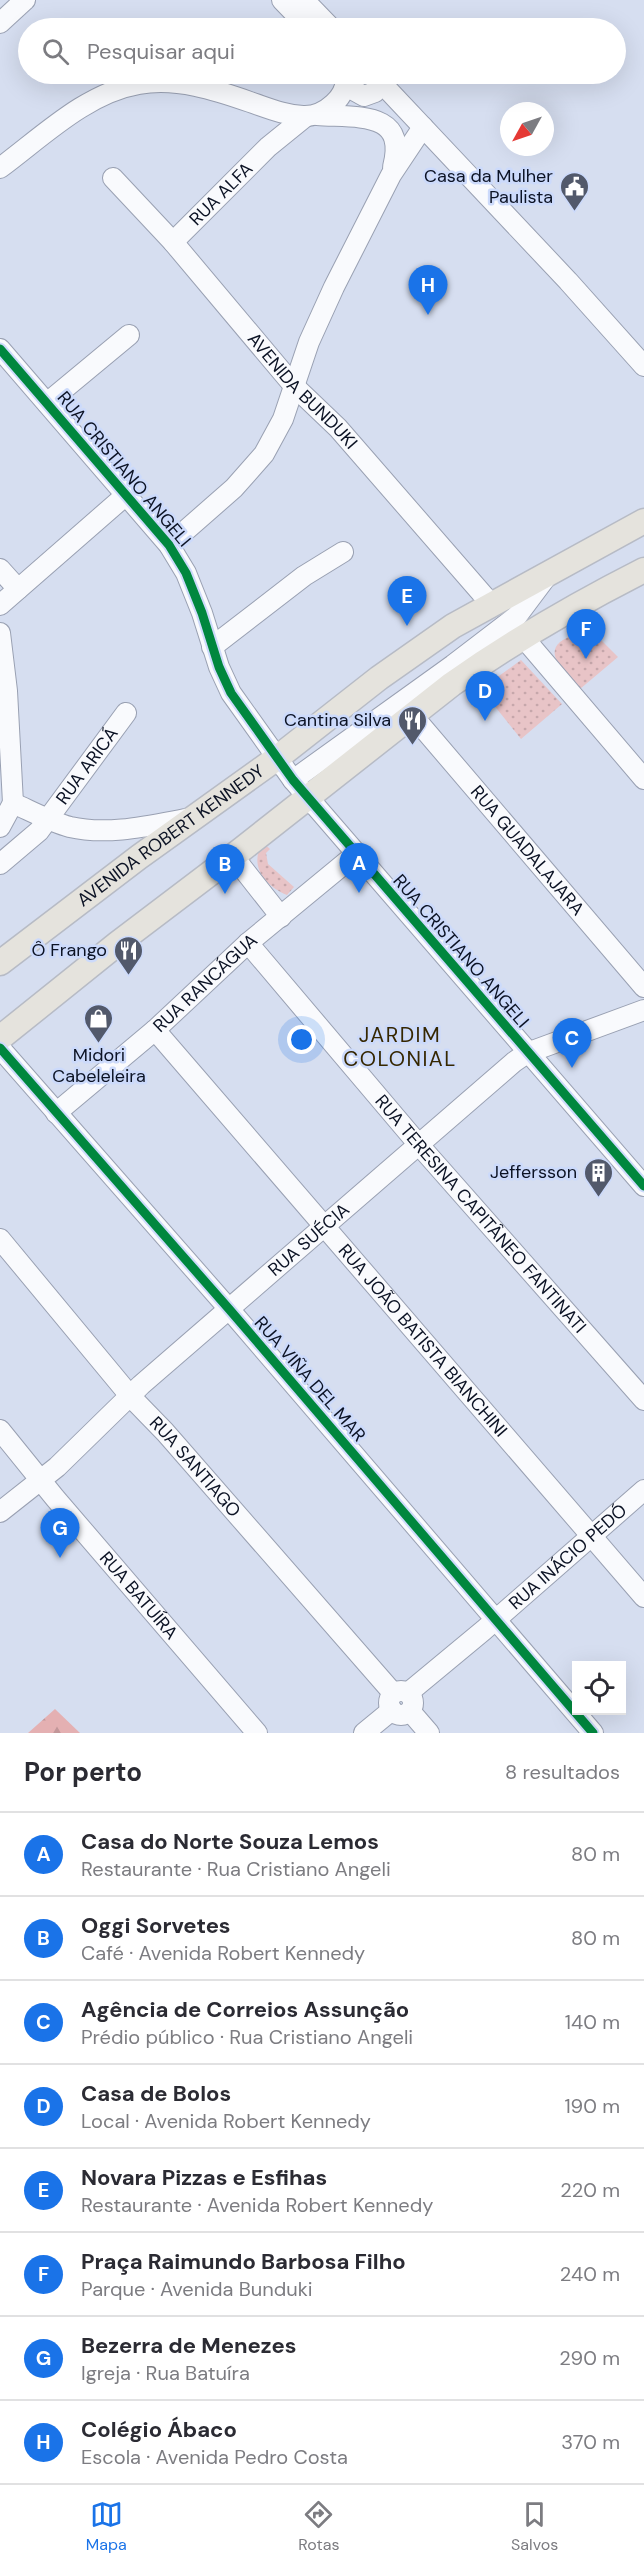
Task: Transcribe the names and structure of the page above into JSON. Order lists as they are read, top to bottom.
{
  "streets": {
    "main road": ["AVENIDA ROBERT KENNEDY"],
    "street": [
      "RUA ALFA",
      "AVENIDA BUNDUKI",
      "RUA CRISTIANO ANGELI",
      "RUA ARICÁ",
      "RUA GUADALAJARA",
      "RUA RANCÁGUA",
      "RUA TERESINA CAPITÂNEO FANTINATI",
      "RUA SUÉCIA",
      "RUA JOÃO BATISTA BIANCHINI",
      "RUA VIÑA DEL MAR",
      "RUA SANTIAGO",
      "RUA INÁCIO PEDÓ",
      "RUA BATUÍRA"
    ]
  },
  "crossings": [
    ["RUA ALFA", "AVENIDA BUNDUKI"],
    ["AVENIDA BUNDUKI", "AVENIDA ROBERT KENNEDY"],
    ["RUA CRISTIANO ANGELI", "AVENIDA ROBERT KENNEDY"],
    ["RUA CRISTIANO ANGELI", "RUA RANCÁGUA"],
    ["RUA CRISTIANO ANGELI", "RUA SUÉCIA"],
    ["AVENIDA ROBERT KENNEDY", "RUA GUADALAJARA"],
    ["RUA RANCÁGUA", "RUA TERESINA CAPITÂNEO FANTINATI"],
    ["RUA RANCÁGUA", "RUA JOÃO BATISTA BIANCHINI"],
    ["RUA RANCÁGUA", "RUA VIÑA DEL MAR"],
    ["RUA TERESINA CAPITÂNEO FANTINATI", "RUA SUÉCIA"],
    ["RUA SUÉCIA", "RUA JOÃO BATISTA BIANCHINI"],
    ["RUA SUÉCIA", "RUA VIÑA DEL MAR"],
    ["RUA SUÉCIA", "RUA SANTIAGO"],
    ["RUA SUÉCIA", "RUA BATUÍRA"],
    ["RUA JOÃO BATISTA BIANCHINI", "RUA INÁCIO PEDÓ"],
    ["RUA VIÑA DEL MAR", "RUA INÁCIO PEDÓ"],
    ["RUA SANTIAGO", "RUA INÁCIO PEDÓ"]
  ],
  "districts": ["JARDIM COLONIAL"],
  "places": {
    "public building": ["Casa da Mulher Paulista"],
    "restaurant": ["Cantina Silva", "Ô Frango"],
    "shop": ["Midori Cabeleleira"],
    "building": ["Jeffersson"]
  },
  "north": "bottom left",
  "page": {
    "search": "Pesquisar aqui",
    "pins": [
      "H",
      "E",
      "F",
      "D",
      "A",
      "B",
      "C",
      "G"
    ],
    "heading": ["Por perto", "8 resultados"],
    "list": [
      {
        "mark": "A",
        "name": "Casa do Norte Souza Lemos",
        "note": "Restaurante · Rua Cristiano Angeli",
        "value": "80 m"
      },
      {
        "mark": "B",
        "name": "Oggi Sorvetes",
        "note": "Café · Avenida Robert Kennedy",
        "value": "80 m"
      },
      {
        "mark": "C",
        "name": "Agência de Correios Assunção",
        "note": "Prédio público · Rua Cristiano Angeli",
        "value": "140 m"
      },
      {
        "mark": "D",
        "name": "Casa de Bolos",
        "note": "Local · Avenida Robert Kennedy",
        "value": "190 m"
      },
      {
        "mark": "E",
        "name": "Novara Pizzas e Esfihas",
        "note": "Restaurante · Avenida Robert Kennedy",
        "value": "220 m"
      },
      {
        "mark": "F",
        "name": "Praça Raimundo Barbosa Filho",
        "note": "Parque · Avenida Bunduki",
        "value": "240 m"
      },
      {
        "mark": "G",
        "name": "Bezerra de Menezes",
        "note": "Igreja · Rua Batuíra",
        "value": "290 m"
      },
      {
        "mark": "H",
        "name": "Colégio Ábaco",
        "note": "Escola · Avenida Pedro Costa",
        "value": "370 m"
      }
    ],
    "nav": ["Mapa", "Rotas", "Salvos"]
  }
}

-*-

■ What to do ■
Word for word, repeat each line of the records, and leave every image out.

■ Result of the exercise ■
Task: Transcribe the names and structure of the page above into JSON. Order lists as they are read, top to bottom.
{
  "streets": {
    "main road": ["AVENIDA ROBERT KENNEDY"],
    "street": [
      "RUA ALFA",
      "AVENIDA BUNDUKI",
      "RUA CRISTIANO ANGELI",
      "RUA ARICÁ",
      "RUA GUADALAJARA",
      "RUA RANCÁGUA",
      "RUA TERESINA CAPITÂNEO FANTINATI",
      "RUA SUÉCIA",
      "RUA JOÃO BATISTA BIANCHINI",
      "RUA VIÑA DEL MAR",
      "RUA SANTIAGO",
      "RUA INÁCIO PEDÓ",
      "RUA BATUÍRA"
    ]
  },
  "crossings": [
    ["RUA ALFA", "AVENIDA BUNDUKI"],
    ["AVENIDA BUNDUKI", "AVENIDA ROBERT KENNEDY"],
    ["RUA CRISTIANO ANGELI", "AVENIDA ROBERT KENNEDY"],
    ["RUA CRISTIANO ANGELI", "RUA RANCÁGUA"],
    ["RUA CRISTIANO ANGELI", "RUA SUÉCIA"],
    ["AVENIDA ROBERT KENNEDY", "RUA GUADALAJARA"],
    ["RUA RANCÁGUA", "RUA TERESINA CAPITÂNEO FANTINATI"],
    ["RUA RANCÁGUA", "RUA JOÃO BATISTA BIANCHINI"],
    ["RUA RANCÁGUA", "RUA VIÑA DEL MAR"],
    ["RUA TERESINA CAPITÂNEO FANTINATI", "RUA SUÉCIA"],
    ["RUA SUÉCIA", "RUA JOÃO BATISTA BIANCHINI"],
    ["RUA SUÉCIA", "RUA VIÑA DEL MAR"],
    ["RUA SUÉCIA", "RUA SANTIAGO"],
    ["RUA SUÉCIA", "RUA BATUÍRA"],
    ["RUA JOÃO BATISTA BIANCHINI", "RUA INÁCIO PEDÓ"],
    ["RUA VIÑA DEL MAR", "RUA INÁCIO PEDÓ"],
    ["RUA SANTIAGO", "RUA INÁCIO PEDÓ"]
  ],
  "districts": ["JARDIM COLONIAL"],
  "places": {
    "public building": ["Casa da Mulher Paulista"],
    "restaurant": ["Cantina Silva", "Ô Frango"],
    "shop": ["Midori Cabeleleira"],
    "building": ["Jeffersson"]
  },
  "north": "bottom left",
  "page": {
    "search": "Pesquisar aqui",
    "pins": [
      "H",
      "E",
      "F",
      "D",
      "A",
      "B",
      "C",
      "G"
    ],
    "heading": ["Por perto", "8 resultados"],
    "list": [
      {
        "mark": "A",
        "name": "Casa do Norte Souza Lemos",
        "note": "Restaurante · Rua Cristiano Angeli",
        "value": "80 m"
      },
      {
        "mark": "B",
        "name": "Oggi Sorvetes",
        "note": "Café · Avenida Robert Kennedy",
        "value": "80 m"
      },
      {
        "mark": "C",
        "name": "Agência de Correios Assunção",
        "note": "Prédio público · Rua Cristiano Angeli",
        "value": "140 m"
      },
      {
        "mark": "D",
        "name": "Casa de Bolos",
        "note": "Local · Avenida Robert Kennedy",
        "value": "190 m"
      },
      {
        "mark": "E",
        "name": "Novara Pizzas e Esfihas",
        "note": "Restaurante · Avenida Robert Kennedy",
        "value": "220 m"
      },
      {
        "mark": "F",
        "name": "Praça Raimundo Barbosa Filho",
        "note": "Parque · Avenida Bunduki",
        "value": "240 m"
      },
      {
        "mark": "G",
        "name": "Bezerra de Menezes",
        "note": "Igreja · Rua Batuíra",
        "value": "290 m"
      },
      {
        "mark": "H",
        "name": "Colégio Ábaco",
        "note": "Escola · Avenida Pedro Costa",
        "value": "370 m"
      }
    ],
    "nav": ["Mapa", "Rotas", "Salvos"]
  }
}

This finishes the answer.